- What the exercise asks
Every line of the records below that holds the word "green" should be copied out.

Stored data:
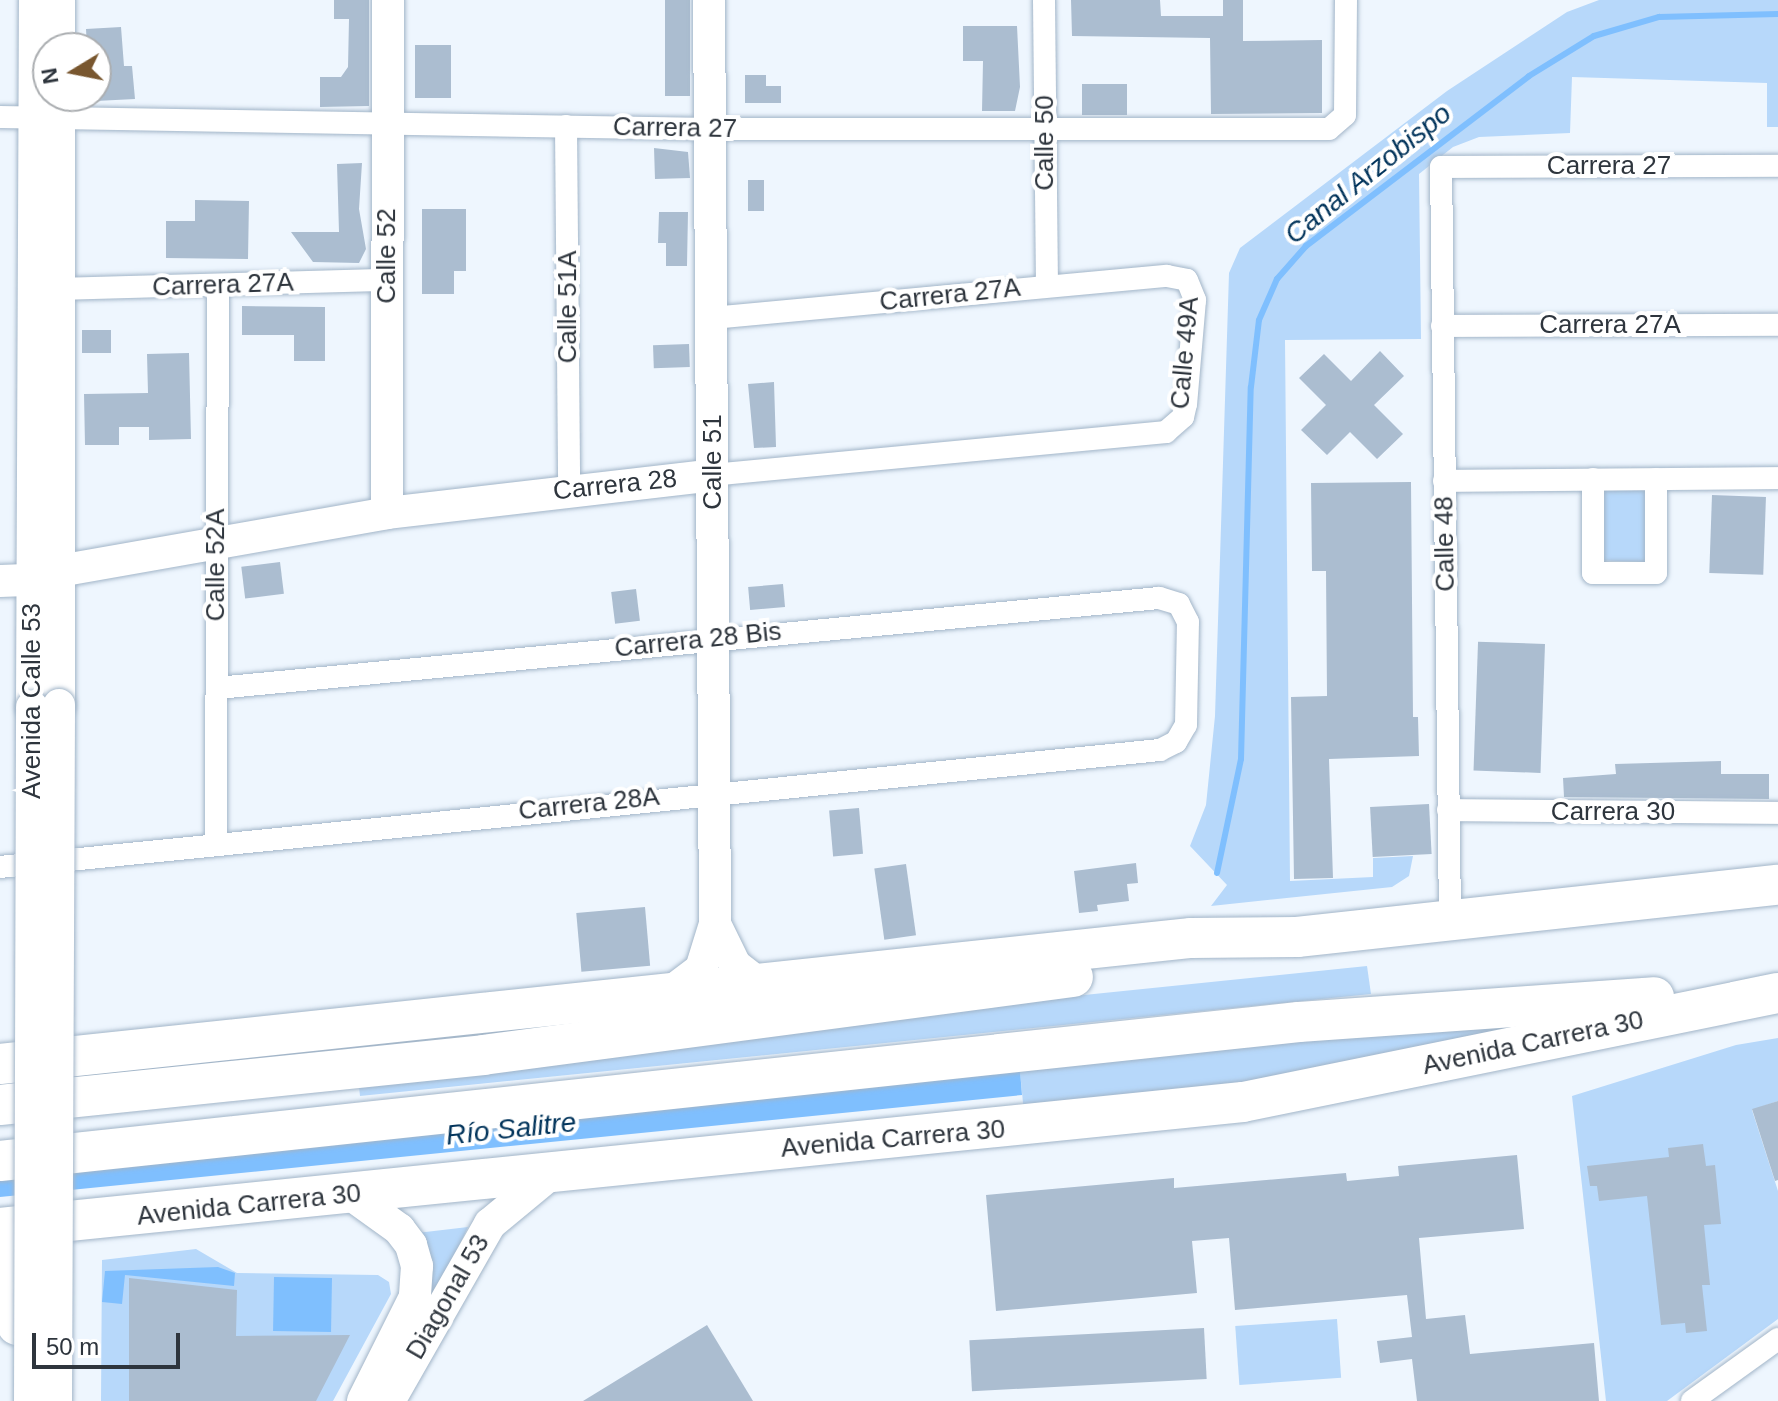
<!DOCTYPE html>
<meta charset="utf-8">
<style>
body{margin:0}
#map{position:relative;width:1778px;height:1401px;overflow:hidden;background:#eef6fe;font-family:Helvetica,sans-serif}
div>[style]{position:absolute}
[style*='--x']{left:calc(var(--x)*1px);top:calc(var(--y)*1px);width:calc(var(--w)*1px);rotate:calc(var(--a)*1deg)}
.green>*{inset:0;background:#b7d8fa;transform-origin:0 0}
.water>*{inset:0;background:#7fbffe;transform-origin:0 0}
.stream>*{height:6px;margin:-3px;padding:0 3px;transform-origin:3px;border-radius:3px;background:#7fbffe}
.building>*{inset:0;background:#abbdd0;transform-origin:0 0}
.roads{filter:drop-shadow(0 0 2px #a2b5c8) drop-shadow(0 0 2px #a2b5c8)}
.street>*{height:22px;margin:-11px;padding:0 11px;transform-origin:11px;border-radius:11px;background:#fff}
.secondary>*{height:32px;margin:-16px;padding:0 16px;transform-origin:16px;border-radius:16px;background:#fff}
.highway>*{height:40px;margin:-20px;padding:0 20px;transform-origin:20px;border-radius:20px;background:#fff}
.bridges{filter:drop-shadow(0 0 2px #a2b5c8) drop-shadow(0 0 2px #a2b5c8)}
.secondary-bridge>*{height:32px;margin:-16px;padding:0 16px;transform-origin:16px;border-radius:16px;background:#fff}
span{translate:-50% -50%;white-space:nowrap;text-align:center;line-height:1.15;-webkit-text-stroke:8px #fff;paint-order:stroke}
.street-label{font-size:26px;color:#2e353d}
.water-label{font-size:28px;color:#02345b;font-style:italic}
.north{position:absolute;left:32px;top:32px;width:80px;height:80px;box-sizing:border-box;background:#fff;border:2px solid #abaeb1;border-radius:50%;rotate:260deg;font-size:22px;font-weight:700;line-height:32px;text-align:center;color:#2e353d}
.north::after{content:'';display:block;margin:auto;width:28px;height:36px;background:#79572f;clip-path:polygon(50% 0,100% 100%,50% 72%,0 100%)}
.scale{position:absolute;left:32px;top:1333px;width:148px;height:36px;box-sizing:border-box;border:4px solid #2e353d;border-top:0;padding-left:10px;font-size:24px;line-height:28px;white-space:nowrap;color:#2e353d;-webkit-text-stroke:6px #fff;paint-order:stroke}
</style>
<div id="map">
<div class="green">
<i style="clip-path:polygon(1599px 0,1778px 0,1778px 127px,1767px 127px,1767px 83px,1572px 77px,1570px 133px,1479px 137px,1453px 147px,1419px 174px,1421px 339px,1285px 340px,1290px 881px,1373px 877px,1373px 858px,1413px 856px,1409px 876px,1392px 887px,1211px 906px,1227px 885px,1190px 846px,1206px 805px,1215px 716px,1229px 273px,1240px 248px,1447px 91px,1567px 12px)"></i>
<i style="left:1650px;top:488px;width:74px;height:51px;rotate:92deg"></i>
<i style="clip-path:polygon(1367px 966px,1371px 994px,360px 1096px,359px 1087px,996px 1004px)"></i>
<i style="clip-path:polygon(1668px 1006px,1293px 1080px,1024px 1113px,1019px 1061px)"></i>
<i style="clip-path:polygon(1778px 1038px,1778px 1101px,1752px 1110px,1778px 1191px,1778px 1319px,1667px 1401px,1606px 1401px,1572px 1096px,1736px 1045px)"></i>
<i style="clip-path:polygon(468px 1227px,434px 1299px,429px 1295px,417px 1233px)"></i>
<i style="clip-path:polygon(196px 1249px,237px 1273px,378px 1275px,389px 1282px,391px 1294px,333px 1401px,101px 1401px,102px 1260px)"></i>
<i style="left:1337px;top:1319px;width:59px;height:102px;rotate:86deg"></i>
</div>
<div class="water">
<i style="clip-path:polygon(1020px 1071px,1022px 1095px,0 1197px,0 1168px)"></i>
<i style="clip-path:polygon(218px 1267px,235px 1273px,234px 1286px,125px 1275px,122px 1304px,102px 1302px,105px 1271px)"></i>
<i style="left:274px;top:1277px;width:58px;height:54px;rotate:1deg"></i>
</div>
<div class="stream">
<i style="--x:1217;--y:873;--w:116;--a:-78.1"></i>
<i style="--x:1241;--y:759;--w:372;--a:-88.5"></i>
<i style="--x:1251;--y:387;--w:67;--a:-83.2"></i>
<i style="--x:1259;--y:320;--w:45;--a:-66.3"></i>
<i style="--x:1277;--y:279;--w:44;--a:-48.7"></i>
<i style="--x:1306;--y:246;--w:280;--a:-37.3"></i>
<i style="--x:1529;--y:76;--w:76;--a:-31.6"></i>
<i style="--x:1594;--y:36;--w:68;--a:-16.3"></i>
<i style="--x:1659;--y:17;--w:119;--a:-1.4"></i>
</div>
<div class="building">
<i style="clip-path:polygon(334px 0,369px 0,369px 106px,320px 107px,320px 77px,341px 77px,348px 67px,349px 19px,334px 19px)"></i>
<i style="left:665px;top:0;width:25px;height:96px"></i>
<i style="clip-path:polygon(1071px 0,1160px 0,1161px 16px,1223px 16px,1223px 0,1243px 0,1243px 41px,1322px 40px,1322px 113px,1211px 114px,1210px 38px,1072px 36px)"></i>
<i style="clip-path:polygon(963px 26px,1017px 26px,1020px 87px,1015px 111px,982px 111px,983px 61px,963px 61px)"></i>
<i style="clip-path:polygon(121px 27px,124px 66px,132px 66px,135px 99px,96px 101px,96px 48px,87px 48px,86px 29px)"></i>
<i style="left:415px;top:45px;width:36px;height:53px"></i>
<i style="clip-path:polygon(745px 75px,766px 75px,766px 86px,781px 86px,781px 103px,745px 103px)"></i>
<i style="left:1082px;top:84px;width:45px;height:31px"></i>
<i style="clip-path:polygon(654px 148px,688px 152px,690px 178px,655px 179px)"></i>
<i style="clip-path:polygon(362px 163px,359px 209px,366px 249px,359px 263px,313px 262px,291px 232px,339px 232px,337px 164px)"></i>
<i style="left:748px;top:180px;width:16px;height:31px"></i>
<i style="clip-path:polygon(195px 200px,249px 201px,248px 259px,166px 258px,166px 221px,195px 221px)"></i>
<i style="clip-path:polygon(422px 209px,466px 209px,466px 271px,454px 271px,454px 294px,422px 294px)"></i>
<i style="clip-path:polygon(659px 212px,688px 212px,687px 266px,666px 266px,666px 243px,658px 243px)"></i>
<i style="clip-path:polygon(242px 306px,325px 307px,325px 361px,294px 361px,294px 335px,242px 335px)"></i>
<i style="left:82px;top:330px;width:29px;height:23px"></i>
<i style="left:689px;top:344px;width:23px;height:36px;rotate:88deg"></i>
<i style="clip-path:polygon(1380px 351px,1404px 376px,1374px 405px,1403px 434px,1377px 459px,1350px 432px,1327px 455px,1301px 430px,1326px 405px,1299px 378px,1324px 354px,1351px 381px)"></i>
<i style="clip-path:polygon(189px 353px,191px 439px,149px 440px,149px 427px,119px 427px,119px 445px,85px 445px,84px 394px,148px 393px,147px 354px)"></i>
<i style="clip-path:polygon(774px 382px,776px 447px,754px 448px,748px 384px)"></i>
<i style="clip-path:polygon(1411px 482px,1413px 717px,1418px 717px,1419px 756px,1329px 759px,1333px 878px,1294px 879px,1291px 697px,1327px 696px,1326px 571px,1312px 571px,1311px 483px)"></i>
<i style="left:1712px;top:495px;width:54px;height:78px;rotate:2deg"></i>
<i style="left:280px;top:562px;width:32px;height:39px;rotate:83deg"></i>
<i style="left:783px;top:584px;width:23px;height:35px;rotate:85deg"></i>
<i style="left:636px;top:589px;width:32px;height:25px;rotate:83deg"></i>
<i style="left:1545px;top:644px;width:129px;height:67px;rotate:92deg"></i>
<i style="clip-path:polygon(1721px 761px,1721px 774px,1769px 774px,1769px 799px,1564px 797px,1563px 778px,1616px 774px,1615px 764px)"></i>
<i style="left:1429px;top:804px;width:50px;height:59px;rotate:87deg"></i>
<i style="left:859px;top:808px;width:46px;height:30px;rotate:85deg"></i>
<i style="clip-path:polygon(1136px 863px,1138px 883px,1127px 884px,1129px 901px,1097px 905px,1098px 911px,1079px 913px,1074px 871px)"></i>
<i style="left:906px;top:864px;width:72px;height:32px;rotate:82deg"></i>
<i style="left:645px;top:907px;width:59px;height:69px;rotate:85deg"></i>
<i style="clip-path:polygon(1778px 1101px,1778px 1180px,1775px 1181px,1752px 1109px)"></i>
<i style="clip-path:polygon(1703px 1144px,1706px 1166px,1715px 1165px,1721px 1224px,1704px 1225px,1710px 1285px,1702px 1285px,1707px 1331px,1686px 1333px,1685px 1323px,1661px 1325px,1647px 1196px,1599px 1201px,1597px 1186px,1590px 1186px,1587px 1166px,1669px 1157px,1668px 1148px)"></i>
<i style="clip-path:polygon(1517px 1155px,1524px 1229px,1419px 1238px,1426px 1319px,1465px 1315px,1470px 1354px,1594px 1343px,1599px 1401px,1417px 1401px,1412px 1359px,1380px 1363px,1377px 1341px,1412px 1337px,1407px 1295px,1235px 1310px,1229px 1238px,1192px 1241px,1197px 1293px,996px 1311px,986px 1195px,1174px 1178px,1174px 1188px,1346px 1173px,1347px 1181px,1399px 1176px,1398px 1166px)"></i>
<i style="clip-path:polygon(129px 1278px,237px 1290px,236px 1336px,350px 1335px,316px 1401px,129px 1401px)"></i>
<i style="clip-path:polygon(707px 1325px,753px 1401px,583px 1401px)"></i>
<i style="left:1204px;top:1328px;width:51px;height:235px;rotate:87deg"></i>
</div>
<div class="roads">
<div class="street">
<i style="--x:1044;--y:0;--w:286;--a:89.4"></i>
<i style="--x:0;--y:117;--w:710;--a:0.97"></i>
<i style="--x:710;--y:129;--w:619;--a:0"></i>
<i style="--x:1329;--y:129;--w:21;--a:-41"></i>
<i style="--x:1345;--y:115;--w:115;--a:-89.5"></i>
<i style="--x:566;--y:126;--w:363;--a:89.5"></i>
<i style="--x:59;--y:289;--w:328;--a:-1.6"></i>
<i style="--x:712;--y:318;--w:457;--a:-5.3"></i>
<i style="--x:1167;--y:276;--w:20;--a:11"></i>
<i style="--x:1187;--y:280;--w:22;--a:68"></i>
<i style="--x:1195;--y:300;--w:104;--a:94.9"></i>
<i style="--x:1186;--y:404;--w:13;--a:103"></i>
<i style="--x:1183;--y:417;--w:23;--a:139"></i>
<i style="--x:1166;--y:432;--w:455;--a:174.6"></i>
<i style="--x:1442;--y:326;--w:336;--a:-0.2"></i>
<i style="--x:1593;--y:479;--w:94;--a:90"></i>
<i style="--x:1593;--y:573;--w:63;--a:0"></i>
<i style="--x:1656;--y:573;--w:94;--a:-90"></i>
<i style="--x:1444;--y:481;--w:334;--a:-0.5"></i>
<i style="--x:1448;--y:810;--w:330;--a:0.5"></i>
<i style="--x:216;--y:844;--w:559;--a:-89.8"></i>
<i style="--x:0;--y:867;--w:1166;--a:-5.76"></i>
<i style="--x:1160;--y:750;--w:18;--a:-27"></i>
<i style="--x:1176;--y:742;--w:20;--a:-60"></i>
<i style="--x:1186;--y:725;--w:103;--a:-88.9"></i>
<i style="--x:1188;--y:622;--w:20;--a:-117"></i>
<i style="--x:1179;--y:604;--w:21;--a:-163"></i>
<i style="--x:1159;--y:598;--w:946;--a:174.54"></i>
<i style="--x:1450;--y:920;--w:753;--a:-90.68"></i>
<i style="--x:1441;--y:167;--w:337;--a:-0.2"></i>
<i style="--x:1692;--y:1401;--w:106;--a:-35.8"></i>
</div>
<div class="secondary">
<i style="--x:59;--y:48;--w:48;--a:-90"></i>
<i style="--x:387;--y:513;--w:513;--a:-89.89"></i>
<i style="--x:59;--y:571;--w:333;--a:-10"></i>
<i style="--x:387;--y:513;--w:328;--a:-6.6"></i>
<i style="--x:0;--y:581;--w:33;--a:-2"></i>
<i style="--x:59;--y:705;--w:609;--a:-90"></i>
<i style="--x:32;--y:707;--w:707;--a:-89.76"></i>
<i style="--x:715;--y:924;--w:46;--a:64"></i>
<i style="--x:735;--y:965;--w:29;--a:38"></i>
<i style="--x:672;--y:991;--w:36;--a:-37"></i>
<i style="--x:701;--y:969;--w:47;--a:-72.7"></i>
<i style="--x:715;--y:924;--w:924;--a:-90.37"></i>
<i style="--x:353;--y:1196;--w:57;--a:35.7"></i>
<i style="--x:399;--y:1229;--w:20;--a:53"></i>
<i style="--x:411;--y:1245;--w:22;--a:74"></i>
<i style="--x:417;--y:1266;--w:31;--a:94"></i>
<i style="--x:415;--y:1297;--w:116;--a:116.6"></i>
<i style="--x:389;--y:1401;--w:204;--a:-60.3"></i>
<i style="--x:490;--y:1224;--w:83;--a:-39.6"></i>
</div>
<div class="highway">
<i style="--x:0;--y:1064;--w:1198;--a:-6.04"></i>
<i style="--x:1191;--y:938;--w:106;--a:-0.5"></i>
<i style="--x:1297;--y:937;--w:484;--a:-6.2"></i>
<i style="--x:0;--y:1105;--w:486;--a:-5.9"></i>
<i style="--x:483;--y:1055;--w:595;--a:-7.53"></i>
<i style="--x:0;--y:1161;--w:1306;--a:-6.11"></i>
<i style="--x:1299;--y:1022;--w:356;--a:-4"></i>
<i style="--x:0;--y:1228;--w:1249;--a:-5.79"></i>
<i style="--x:1243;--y:1102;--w:546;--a:-11.52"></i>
<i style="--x:0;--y:1245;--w:31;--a:61"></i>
<i style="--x:15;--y:1272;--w:53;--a:87.8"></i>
</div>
</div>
<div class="bridges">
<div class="secondary-bridge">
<i style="--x:30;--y:1401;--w:694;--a:-89.83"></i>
<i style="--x:56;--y:1401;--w:696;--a:-89.75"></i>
</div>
</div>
<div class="street-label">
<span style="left:675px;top:128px;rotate:1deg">Carrera 27</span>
<span style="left:1045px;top:143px;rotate:-90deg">Calle 50</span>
<span style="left:1609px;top:166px">Carrera 27</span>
<span style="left:387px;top:256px;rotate:-90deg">Calle 52</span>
<span style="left:223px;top:285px;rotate:-2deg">Carrera 27A</span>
<span style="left:950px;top:295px;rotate:-6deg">Carrera 27A</span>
<span style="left:568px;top:307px;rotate:-90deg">Calle 51A</span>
<span style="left:1610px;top:325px">Carrera 27A</span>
<span style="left:1185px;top:353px;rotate:-85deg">Calle 49A</span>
<span style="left:713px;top:462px;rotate:-90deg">Calle 51</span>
<span style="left:615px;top:485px;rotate:-6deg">Carrera 28</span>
<span style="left:1445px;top:544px;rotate:-91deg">Calle 48</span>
<span style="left:216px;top:565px;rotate:-90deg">Calle 52A</span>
<span style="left:698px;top:640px;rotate:-6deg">Carrera 28 Bis</span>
<span style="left:32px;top:701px;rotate:-90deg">Avenida Calle 53</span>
<span style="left:589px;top:804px;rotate:-6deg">Carrera 28A</span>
<span style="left:1613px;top:812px">Carrera 30</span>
<span style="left:1533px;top:1043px;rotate:-12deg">Avenida Carrera 30</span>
<span style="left:893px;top:1139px;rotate:-5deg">Avenida Carrera 30</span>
<span style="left:249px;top:1205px;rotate:-6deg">Avenida Carrera 30</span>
<span style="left:448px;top:1297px;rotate:-60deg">Diagonal 53</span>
</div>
<div class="water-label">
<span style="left:1368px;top:174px;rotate:-39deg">Canal Arzobispo</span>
<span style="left:511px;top:1129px;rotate:-6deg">Río Salitre</span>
</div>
<div class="north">N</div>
<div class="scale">50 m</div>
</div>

- Solution
.green>*{inset:0;background:#b7d8fa;transform-origin:0 0}
<div class="green">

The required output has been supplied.